Prompt → Find the lines below that contain "controls" and tally them. Return only the total.
◇ ◇ ◇ ◇ ◇ ◇ ◇
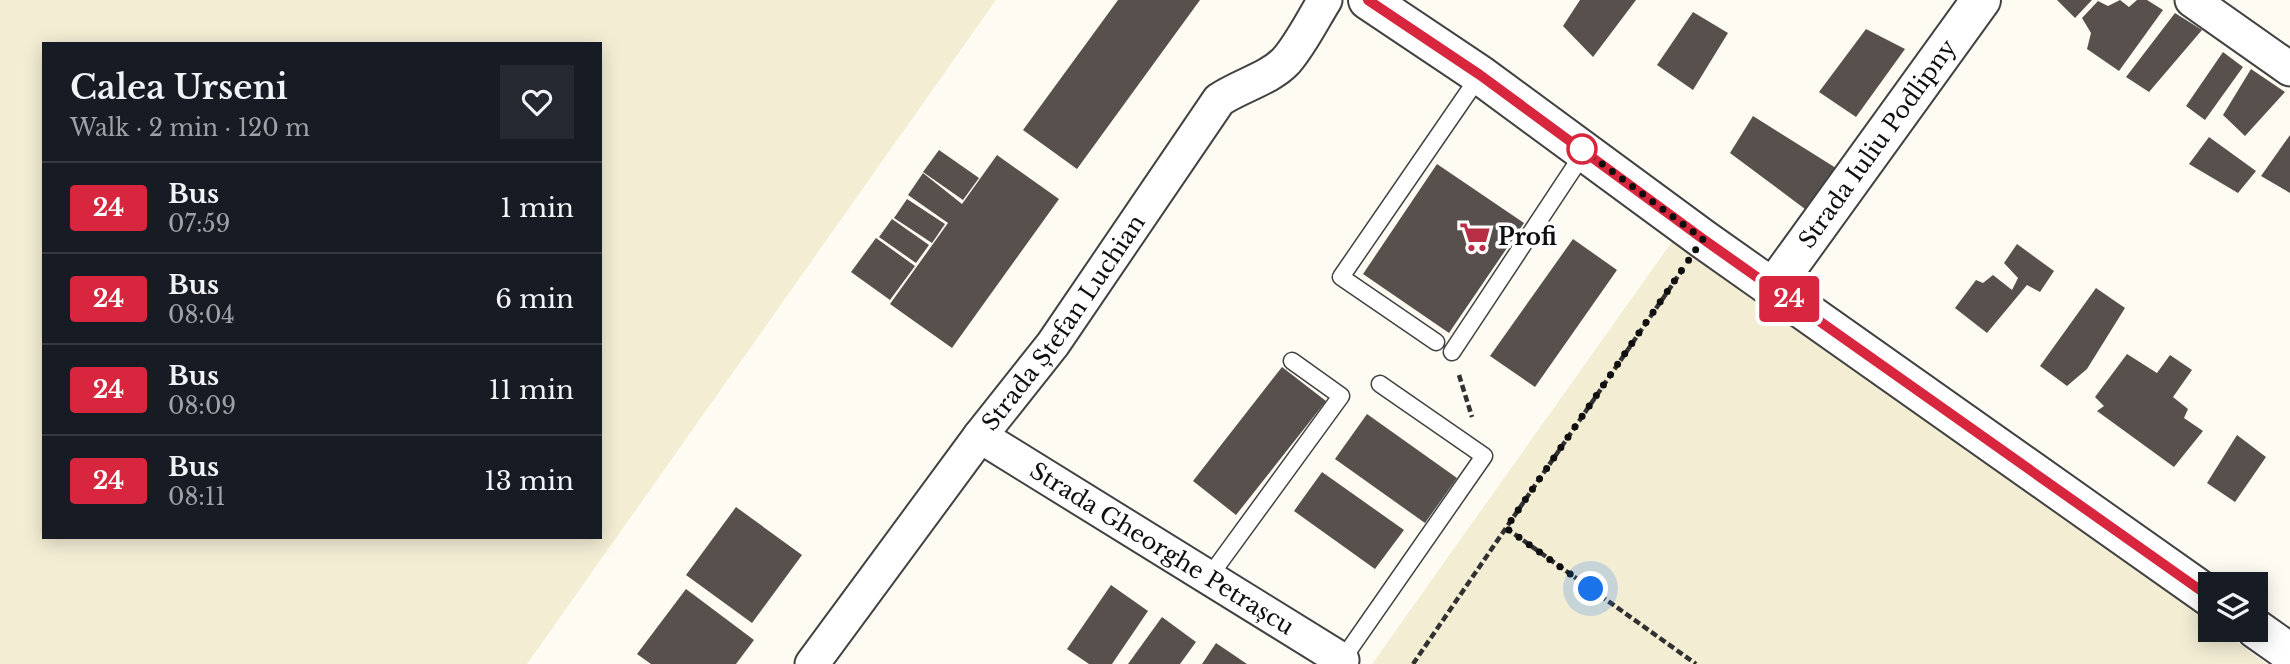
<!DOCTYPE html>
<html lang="en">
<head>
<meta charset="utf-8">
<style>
  :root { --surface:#171b24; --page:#242831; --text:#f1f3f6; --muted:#9ea1a6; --line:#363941 }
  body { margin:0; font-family:"Libre Baskerville",serif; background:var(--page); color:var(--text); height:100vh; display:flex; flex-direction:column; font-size:26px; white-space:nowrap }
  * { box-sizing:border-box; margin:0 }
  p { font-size:23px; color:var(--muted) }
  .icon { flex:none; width:38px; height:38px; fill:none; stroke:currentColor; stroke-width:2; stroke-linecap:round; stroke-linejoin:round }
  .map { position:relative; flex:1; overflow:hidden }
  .details { position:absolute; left:42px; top:42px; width:560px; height:497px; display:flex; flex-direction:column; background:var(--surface); border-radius:0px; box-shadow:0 4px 18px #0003 }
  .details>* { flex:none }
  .badge { padding:0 14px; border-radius:5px; font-size:24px; line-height:46px }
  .controls { position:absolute; left:2198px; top:572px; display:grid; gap:14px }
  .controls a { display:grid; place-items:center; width:70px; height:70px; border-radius:0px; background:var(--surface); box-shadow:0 4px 18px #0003; font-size:35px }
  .you { position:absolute; width:35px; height:35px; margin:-18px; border:5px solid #fff; border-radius:50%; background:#1a73e8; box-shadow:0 0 0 10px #1a73e833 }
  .map>.badge { position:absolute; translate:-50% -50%; box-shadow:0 0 0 4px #fff }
  .round { display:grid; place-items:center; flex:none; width:74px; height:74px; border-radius:0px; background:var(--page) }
  .summary { display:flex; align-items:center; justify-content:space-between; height:119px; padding:0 28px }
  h1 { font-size:33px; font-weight:600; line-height:52px }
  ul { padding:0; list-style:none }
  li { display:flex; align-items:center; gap:21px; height:91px; padding:0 28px; border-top:2px solid var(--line) }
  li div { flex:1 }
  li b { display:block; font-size:26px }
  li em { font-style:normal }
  li .badge { min-width:77px; font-weight:700; text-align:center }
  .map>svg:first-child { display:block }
  .farmland { fill:#f3edd4; fill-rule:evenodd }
  .building { fill:#58504c }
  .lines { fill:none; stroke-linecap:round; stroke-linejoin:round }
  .service-casing { stroke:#424242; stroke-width:19 }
  .minor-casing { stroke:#424242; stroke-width:37 }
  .tertiary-casing { stroke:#424242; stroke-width:42 }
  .path { stroke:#313131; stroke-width:4.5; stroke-dasharray:7 3.5; stroke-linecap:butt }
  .service { stroke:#fff; stroke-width:16 }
  .minor { stroke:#fff; stroke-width:33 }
  .tertiary { stroke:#fff; stroke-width:38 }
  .line-casing { stroke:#fff; stroke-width:16 }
  .line { stroke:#d7263d; stroke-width:10 }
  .walk { stroke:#0f0f0f; stroke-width:7; stroke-dasharray:0 12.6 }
  .stop-dot { fill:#fff; stroke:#d7263d; stroke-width:3.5 }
  .labels { text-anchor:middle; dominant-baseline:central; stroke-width:7; stroke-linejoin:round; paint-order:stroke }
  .street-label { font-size:23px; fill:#0f0f0f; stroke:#fff }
  .poi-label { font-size:23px; font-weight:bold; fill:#0f0f0f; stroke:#fff; text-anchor:start }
</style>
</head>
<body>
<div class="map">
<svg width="2290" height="664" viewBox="0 0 2290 664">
  <rect width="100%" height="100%" fill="#fefbf3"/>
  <!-- farmland -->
  <path class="farmland" d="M 0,0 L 996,0 L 527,664 L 0,664 ZM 44,44 L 600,44 L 600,537 L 44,537 Z
    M 1681,229 L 1934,408 L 2210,621 L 2210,630 L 2221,630 L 2266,664 L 1372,664 Z"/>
  <!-- building -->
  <path class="building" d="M 1118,0 L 1200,0 L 1077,169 L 1023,130 Z
    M 1580,0 L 1636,0 L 1593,57 L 1563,26 Z
    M 2057,0 L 2092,0 L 2075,18 Z
    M 2120,0 L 2129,7 L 2137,0 L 2147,0 L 2163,10 L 2119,71 L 2087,49 L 2091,33 L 2082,18 L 2098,1 L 2108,6 Z
    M 1693,12 L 1728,33 L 1693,90 L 1657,65 Z
    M 2175,13 L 2202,30 L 2149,92 L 2126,77 Z
    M 1866,29 L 1905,49 L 1856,117 L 1819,92 Z
    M 2223,52 L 2243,67 L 2205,120 L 2186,106 Z
    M 2251,69 L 2285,92 L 2245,136 L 2223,115 Z
    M 1753,116 L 1836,168 L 1805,209 L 1730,153 Z
    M 2290,135 L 2290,193 L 2261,176 Z
    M 2209,137 L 2256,171 L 2238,193 L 2189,164 Z
    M 939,150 L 979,178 L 963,200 L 923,172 Z
    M 997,155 L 1059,199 L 952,348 L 890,304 L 948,223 L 908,195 L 923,173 L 962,204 Z
    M 1437,164 L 1524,223 L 1449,333 L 1363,274 Z
    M 907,199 L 945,224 L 932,243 L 894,218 Z
    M 892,219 L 929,245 L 916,263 L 879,237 Z
    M 876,238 L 915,266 L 890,300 L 851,272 Z
    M 1573,239 L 1617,270 L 1535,387 L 1490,356 Z
    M 2017,244 L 2054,271 L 2040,292 L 2027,285 L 1987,333 L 1955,308 L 1976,280 L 1983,283 L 1993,275 L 2012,290 L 2018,278 L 2004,263 Z
    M 2096,288 L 2125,308 L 2087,369 L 2067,386 L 2040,366 Z
    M 2127,354 L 2157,373 L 2170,355 L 2192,370 L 2173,397 L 2188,409 L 2184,418 L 2203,431 L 2174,467 L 2097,411 L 2104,406 L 2095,397 Z
    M 1282,367 L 1326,401 L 1236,515 L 1193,481 Z
    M 1367,414 L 1457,478 L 1425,523 L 1335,459 Z
    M 2237,435 L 2266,457 L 2235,502 L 2207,483 Z
    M 1322,472 L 1404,530 L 1375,569 L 1294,511 Z
    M 736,507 L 802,555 L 752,623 L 686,575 Z
    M 1111,585 L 1148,611 L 1112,664 L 1089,664 L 1067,649 Z
    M 686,589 L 754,640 L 736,664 L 651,664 L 637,654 Z
    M 1162,617 L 1196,642 L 1180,664 L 1128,664 Z
    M 1216,643 L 1247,664 L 1202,664 Z"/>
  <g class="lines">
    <defs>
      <path id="service" d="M 1436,342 L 1341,277 L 1480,75
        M 1452,352 L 1585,151
        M 1209,577 L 1341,396 L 1292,361
        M 1342,660 L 1484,456 L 1380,384"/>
      <g id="minor">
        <path d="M 2192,0 L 2290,69"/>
        <path id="s1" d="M 980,436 L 1342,660 L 1340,664"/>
        <path id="s2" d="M 812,664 L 980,436 L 1053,344 L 1219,100 C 1239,86 1269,79 1286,61 C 1301,44 1313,19 1325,0"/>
      </g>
      <g id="tertiary">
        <path d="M 1368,0 L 1480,75 L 1703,239 L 2210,597"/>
        <path id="s3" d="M 1773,288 L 1981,0"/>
        <path d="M 2256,629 L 2290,653"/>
      </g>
    </defs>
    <!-- service casing -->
    <use href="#service" class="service-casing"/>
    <!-- minor casing -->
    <use href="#minor" class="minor-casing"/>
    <!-- tertiary casing -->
    <use href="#tertiary" class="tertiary-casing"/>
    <!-- path -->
    <path class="path" d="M 1459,375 L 1472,417
      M 1506,528 L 1696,664
      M 1413,664 L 1683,269"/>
    <!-- service -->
    <use href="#service" class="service"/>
    <!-- minor -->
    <use href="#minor" class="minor"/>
    <!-- tertiary -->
    <use href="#tertiary" class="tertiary"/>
  </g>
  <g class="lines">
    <defs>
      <path id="line" d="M 1368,0 L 1480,75 L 1703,239 L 2210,597"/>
    </defs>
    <!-- line casing -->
    <use href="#line" class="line-casing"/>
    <!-- line -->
    <use href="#line" class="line"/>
    <!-- walk -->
    <path class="walk" d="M 1582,149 L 1703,239 L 1506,528 L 1591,589"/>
  </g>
  <!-- icons -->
  <defs>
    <symbol id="supermarket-bare" viewBox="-9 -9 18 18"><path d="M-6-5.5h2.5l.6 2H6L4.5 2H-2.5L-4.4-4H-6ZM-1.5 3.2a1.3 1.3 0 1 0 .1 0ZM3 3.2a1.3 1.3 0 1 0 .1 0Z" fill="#b82f44" stroke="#fff" stroke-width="2.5" paint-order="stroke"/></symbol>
  </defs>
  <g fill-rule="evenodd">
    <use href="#supermarket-bare" x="1453" y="215" width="44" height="44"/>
  </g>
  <!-- markers -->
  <circle class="stop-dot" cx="1582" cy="149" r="14"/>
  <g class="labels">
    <!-- street labels -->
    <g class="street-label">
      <text stroke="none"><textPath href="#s3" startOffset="178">Strada Iuliu Podlipny</textPath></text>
      <text stroke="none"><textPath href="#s2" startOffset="424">Strada Ștefan Luchian</textPath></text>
      <text stroke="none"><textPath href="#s1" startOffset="214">Strada Gheorghe Petrașcu</textPath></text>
    </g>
    <!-- poi labels -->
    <g class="poi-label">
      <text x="1498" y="237">Profi</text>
    </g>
  </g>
</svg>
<div class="controls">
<a><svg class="icon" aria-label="layers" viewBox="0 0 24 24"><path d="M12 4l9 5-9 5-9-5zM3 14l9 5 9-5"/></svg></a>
</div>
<div class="you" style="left:1591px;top:589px"></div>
<b class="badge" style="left:1789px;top:299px;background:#d7263d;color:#fff">24</b>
<section class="details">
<div class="summary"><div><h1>Calea Urseni</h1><p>Walk · 2 min · 120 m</p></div><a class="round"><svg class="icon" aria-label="heart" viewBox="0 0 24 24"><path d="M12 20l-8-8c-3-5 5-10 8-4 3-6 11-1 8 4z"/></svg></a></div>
<ul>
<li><span class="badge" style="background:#d7263d;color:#fff">24</span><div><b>Bus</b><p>07:59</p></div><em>1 min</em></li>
<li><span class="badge" style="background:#d7263d;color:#fff">24</span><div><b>Bus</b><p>08:04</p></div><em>6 min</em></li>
<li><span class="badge" style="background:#d7263d;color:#fff">24</span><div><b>Bus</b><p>08:09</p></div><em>11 min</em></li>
<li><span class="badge" style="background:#d7263d;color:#fff">24</span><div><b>Bus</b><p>08:11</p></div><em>13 min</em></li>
</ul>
</section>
</div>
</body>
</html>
◇ ◇ ◇ ◇ ◇ ◇ ◇
The completed task → 3